I can reproduce it on the latest DVC version.
It looks like this is a regression introduced in #7313.
Prior to that change, after running the script above, I get:
$ ll dvc-reprex/dvcfiles
total 40
drwxr-xr-x 7 dave wheel 224 May 3 20:12 .
drwxr-xr-x 6 dave wheel 192 May 3 20:12 ..

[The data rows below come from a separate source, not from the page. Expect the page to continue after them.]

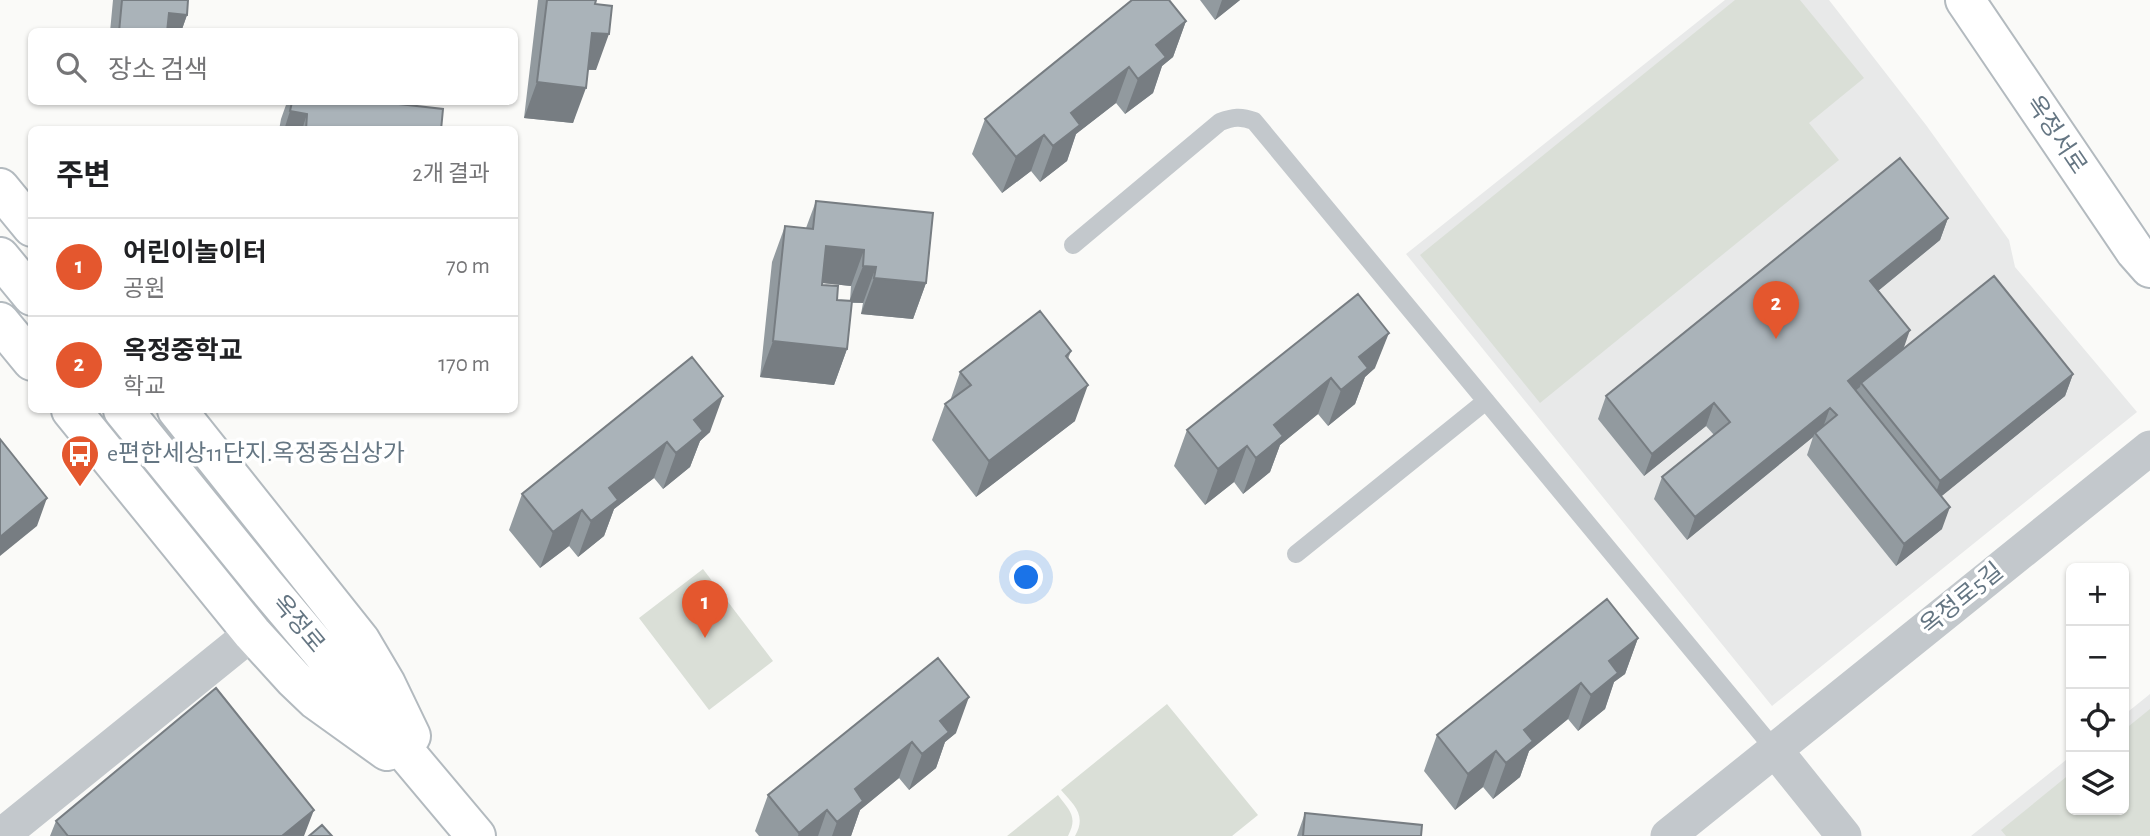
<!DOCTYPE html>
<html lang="ko">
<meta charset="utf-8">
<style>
body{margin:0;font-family:"Alegreya Sans","Noto Sans KR",sans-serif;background:#f6f6f6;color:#202124}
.controls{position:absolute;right:21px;bottom:21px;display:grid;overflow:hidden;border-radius:10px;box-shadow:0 2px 5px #0004}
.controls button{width:63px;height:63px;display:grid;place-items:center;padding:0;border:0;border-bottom:2px solid #e0e0e0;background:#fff;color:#202124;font:35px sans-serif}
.you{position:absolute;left:1027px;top:578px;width:24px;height:24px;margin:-18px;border:5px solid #fff;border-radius:50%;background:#1a73e8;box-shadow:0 0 0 10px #1a73e833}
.badge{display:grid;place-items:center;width:46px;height:46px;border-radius:50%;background:#e4572e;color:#fff;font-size:23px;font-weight:700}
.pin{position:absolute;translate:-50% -58px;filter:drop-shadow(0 2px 4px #0008)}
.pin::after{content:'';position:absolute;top:37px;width:24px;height:21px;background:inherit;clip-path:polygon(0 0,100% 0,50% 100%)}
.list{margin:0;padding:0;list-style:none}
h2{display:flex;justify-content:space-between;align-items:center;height:91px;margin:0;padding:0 28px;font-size:30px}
h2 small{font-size:23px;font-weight:400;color:#757577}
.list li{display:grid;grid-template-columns:46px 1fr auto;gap:21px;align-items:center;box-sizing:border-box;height:98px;padding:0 28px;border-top:2px solid #e0e0e0}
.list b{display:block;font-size:26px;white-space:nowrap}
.list p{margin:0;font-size:23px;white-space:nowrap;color:#757577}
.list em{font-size:23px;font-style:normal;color:#757577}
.icon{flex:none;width:38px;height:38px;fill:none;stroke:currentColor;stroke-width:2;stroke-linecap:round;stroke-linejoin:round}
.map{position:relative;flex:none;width:2150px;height:836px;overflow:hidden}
.search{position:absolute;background:#fff;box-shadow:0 2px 5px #0004;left:28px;top:28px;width:490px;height:77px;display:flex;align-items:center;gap:18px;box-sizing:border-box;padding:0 24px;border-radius:10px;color:#757577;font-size:26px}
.panel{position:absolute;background:#fff;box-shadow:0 2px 5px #0004;left:28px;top:126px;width:490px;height:287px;border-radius:10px}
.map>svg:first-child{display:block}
.built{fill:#e8e9e9}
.green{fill:#dadfd7}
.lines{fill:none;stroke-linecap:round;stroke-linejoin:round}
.secondary-casing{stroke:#b3babf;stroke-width:42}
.lane{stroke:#c3c8cc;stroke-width:18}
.street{stroke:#c3c8cc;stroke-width:35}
.secondary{stroke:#fff;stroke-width:38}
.wall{fill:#929a9f;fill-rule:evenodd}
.shaded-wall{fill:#777d82}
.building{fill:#aab3b9;stroke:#777d82;stroke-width:2}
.labels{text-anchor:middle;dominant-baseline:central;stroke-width:7;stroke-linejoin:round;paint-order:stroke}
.street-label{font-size:24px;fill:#657683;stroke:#fff}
.poi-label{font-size:24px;fill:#657683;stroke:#fff;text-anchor:start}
</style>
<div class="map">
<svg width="2150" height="836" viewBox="0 0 2150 836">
<rect width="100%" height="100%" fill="#fafaf8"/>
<path class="built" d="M1725 0H1829L1926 125 2009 240 2015 267 2137 412 1772 706 1406 254Z
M2150 694V836H1971L2071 756V810H2124V715Z"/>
<path class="green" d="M1735 0H1800L1864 78 1809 123 1839 160 1540 403 1420 255Z
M703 569 773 661 709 710 639 618Z
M1167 704 1258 815 1232 836H1075C1087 815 1074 805 1061 790Z
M2150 709V836H2006L2001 830 2071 773V810H2124V730Z
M1058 795C1070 811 1078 817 1068 836H1007Z"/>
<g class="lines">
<defs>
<path id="secondary" d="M1965 0 2135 251 2150 268
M0 188 32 227
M0 257 32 296
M0 322 32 361
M71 410 252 633 294 679 316 700 387 751
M123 410 265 585 476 836
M177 410 360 640 386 684 411 736"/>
</defs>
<use href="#secondary" class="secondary-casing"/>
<path class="lane" d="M1073 245 1220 122C1233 117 1241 116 1254 121L1775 750
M1296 554 1486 401"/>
<path class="street" d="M1775 750 1844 836
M1 836 252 633
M1668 836 2150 448"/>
<use href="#secondary" class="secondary"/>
</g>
<path class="wall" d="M113 0H188L187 15 181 32H110Z
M538 0H596V70H588L573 123 524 118Z
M1200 0H1240L1215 20Z
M1186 21 1173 57 1162 66 1153 93 1125 114 1116 103 1076 134 1067 161 1040 182 1031 171 1002 193 972 154 985 119Z
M287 102H381L441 130H279L281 119Z
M816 201 926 283 913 319 861 314 863 303H852L847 349 834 385 760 377 772 262 785 226 806 228ZM822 283 851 286 850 301 837 300 822 285Z
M1948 218 1940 240 1878 291 1903 349 2073 374 2065 396 1941 496 1942 529 1896 566 1807 455 1813 437 1687 540 1654 499 1662 477 1714 435 1706 426 1644 476 1598 419 1606 396Z
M1358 294 1375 368 1365 377 1355 404 1328 426 1318 414 1280 445 1270 472 1243 494 1234 482 1205 505 1174 466 1187 430Z
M1071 351 1068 359 1075 421 976 497 932 440 945 404 950 401 960 372Z
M692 357 710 432 700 441 690 467 663 489 654 478 614 509 604 536 578 557 569 546 540 568 509 530 522 494Z
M1638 638 1625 674 1614 682 1605 709 1578 731 1568 719 1529 751 1520 777 1493 799 1483 787 1455 810 1424 771 1437 735Z
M938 658 956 733 945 742 936 768 909 790 899 778 860 810 851 836H759L755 831 768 795Z
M1305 813 1421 836H1297Z
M56 821 304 836H50Z"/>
<path class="shaded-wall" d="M1222 0H1240L1215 20Z
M169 13 187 15 181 32H163Z
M1186 21 1173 57 1162 66 1153 93 1125 114 1138 79 1156 45Z
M592 33 609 34 596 70 579 69Z
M1129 67 1116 103 1076 134 1067 161 1040 182 1053 146 1071 113Z
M537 82 586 88 573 123 524 118Z
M124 102H151L150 104Z
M290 111 307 114 302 130H284Z
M1044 135 1031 171 1002 193 1016 157Z
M1948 218 1940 240 1862 304 1870 281Z
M826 246 864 250 851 286 813 282Z
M863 266 876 267 863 303 849 302Z
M874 278 926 283 913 319 861 314Z
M1910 330 1902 353 1861 383 1860 387 1840 403 1848 381Z
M1389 333 1375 368 1365 377 1355 404 1328 426 1341 390 1359 357Z
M773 341 847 349 834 385 760 377Z
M2073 374 2065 396 1932 504 1940 481Z
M1331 378 1318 414 1280 445 1270 472 1243 494 1256 458 1274 425Z
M1088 385 1075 421 976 497 989 461Z
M723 396 710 432 700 441 690 467 663 489 676 453 694 420Z
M1714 403 1706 426 1644 476 1652 454Z
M1830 408 1822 430 1815 433 1813 437 1687 540 1695 517Z
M667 442 654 478 614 509 604 536 578 557 591 521 609 488Z
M1247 446 1234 482 1205 505 1218 469Z
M47 498 37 526 0 556V537Z
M1950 507 1942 529 1896 566 1904 544Z
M582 510 569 546 540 568 553 532Z
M1638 638 1625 674 1614 682 1605 709 1578 731 1591 695 1609 661Z
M1581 683 1568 719 1529 751 1520 777 1493 799 1506 763 1524 730Z
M969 697 956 733 945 742 936 768 909 790 922 754 940 721Z
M912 742 899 778 860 810 851 836H832L837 822 855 789Z
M1496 751 1483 787 1455 810 1468 774Z
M314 810 304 836H282Z
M827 810 818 836H798L799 833Z"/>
<path class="building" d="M122 0H188L187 15 169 13 167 32H119Z
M547 0H596L595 4 612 6 609 34 592 33 586 88 537 82Z
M1132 0H1169L1186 21 1156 45 1166 57 1138 79 1129 67 1071 113 1080 125 1053 146 1044 135 1016 157 985 119Z
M292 102H381L443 109 441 130H306L307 114 290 111Z
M1900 158 1948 218 1870 281 1910 330 1848 381 1950 507 1904 544 1815 433 1837 415 1830 408 1695 517 1662 477 1730 422 1714 403 1652 454 1606 396Z
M816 201 933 213 926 283 874 278 876 267 863 266 864 250 826 246 822 285 838 286 837 300 852 301 847 349 773 341 785 226 813 229Z
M1994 276 2073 374 1940 481 1861 383Z
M1358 294 1389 333 1359 357 1368 368 1341 390 1331 378 1274 425 1283 436 1256 458 1247 446 1218 469 1187 430Z
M1040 311 1071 351 1066 356 1088 385 989 461 945 404 971 385 960 372Z
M692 357 723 396 694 420 703 431 676 453 667 442 609 488 618 500 591 521 582 510 553 532 522 494Z
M0 439 47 498 0 537Z
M1607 599 1638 638 1609 661 1618 673 1591 695 1581 683 1524 730 1533 741 1506 763 1496 751 1468 774 1437 735Z
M938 658 969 697 940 721 949 732 922 754 912 742 855 789 863 801 837 822 827 810 799 833 768 795Z
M216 688 314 810 282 836H68L56 821Z
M1305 813 1422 825 1421 836H1303Z
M322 825 332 836H309Z"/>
<defs>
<symbol id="bus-pin" viewBox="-11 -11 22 30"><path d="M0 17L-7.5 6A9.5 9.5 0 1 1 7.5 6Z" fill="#e4572e" stroke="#fff"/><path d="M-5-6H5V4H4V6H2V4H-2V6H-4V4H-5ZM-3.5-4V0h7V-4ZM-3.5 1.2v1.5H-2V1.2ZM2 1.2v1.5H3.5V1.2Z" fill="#fff"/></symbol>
</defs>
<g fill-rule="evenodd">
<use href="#bus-pin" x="58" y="432" width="44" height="60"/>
</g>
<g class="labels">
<g class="street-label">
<text transform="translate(2056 135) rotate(56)">옥정서로</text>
<text transform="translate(1962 599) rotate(-39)">옥정로5길</text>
<text transform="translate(298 624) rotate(50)">옥정로</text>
</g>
<g class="poi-label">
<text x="107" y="454">e편한세상11단지.옥정중심상가</text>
</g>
</g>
</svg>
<div class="controls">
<button>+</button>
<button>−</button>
<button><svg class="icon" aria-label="locate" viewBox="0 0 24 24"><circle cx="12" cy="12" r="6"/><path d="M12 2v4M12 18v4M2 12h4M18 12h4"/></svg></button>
<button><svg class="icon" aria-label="layers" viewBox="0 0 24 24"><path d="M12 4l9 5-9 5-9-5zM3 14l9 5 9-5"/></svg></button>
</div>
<div class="you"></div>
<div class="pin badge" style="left:705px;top:638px">1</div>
<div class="pin badge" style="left:1776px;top:339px">2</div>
<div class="search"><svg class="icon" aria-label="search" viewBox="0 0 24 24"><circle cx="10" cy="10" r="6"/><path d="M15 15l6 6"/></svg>장소 검색</div>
<section class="panel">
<h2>주변<small>2개 결과</small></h2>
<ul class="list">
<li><span class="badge">1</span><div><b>어린이놀이터</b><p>공원</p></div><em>70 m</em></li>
<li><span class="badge">2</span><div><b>옥정중학교</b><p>학교</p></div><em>170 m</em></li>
</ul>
</section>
</div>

-rw-r--r-- 1 dave wheel 8 May 3 20:12 .gitignore
-rwxr--r-- 1 dave wheel 4 May 3 20:12 f1
-rw-r--r-- 1 dave wheel 82 May 3 20:12 f1.dvc
-rwxr--r-- 1 dave wheel 4 May 3 20:12 f2
-rw-r--r-- 1 dave wheel 82 May 3 20:12 f2.dvc
Running the same script after that change, I get:
$ ll dvc-reprex/dvcfiles
total 40
drwxr-xr-x 7 dave wheel 224 May 3 20:12 .
drwxr-xr-x 6 dave wheel 192 May 3 20:12 ..
-rw-r--r-- 1 dave wheel 8 May 3 20:12 .gitignore
-rw-r--r-- 1 dave wheel 4 May 3 20:12 f1
-rw-r--r-- 1 dave wheel 67 May 3 20:12 f1.dvc
-rw-r--r-- 1 dave wheel 4 May 3 20:12 f2
-rw-r--r-- 1 dave wheel 67 May 3 20:12 f2.dvc
cc @efiop
I'm curious how we handle this kind of metadata for now. An example is the tar in Unix which is good at handling Unix permissions, hard links, softlinks, different times associated with files. To achieve this, it stores this metadata as a header to the original file.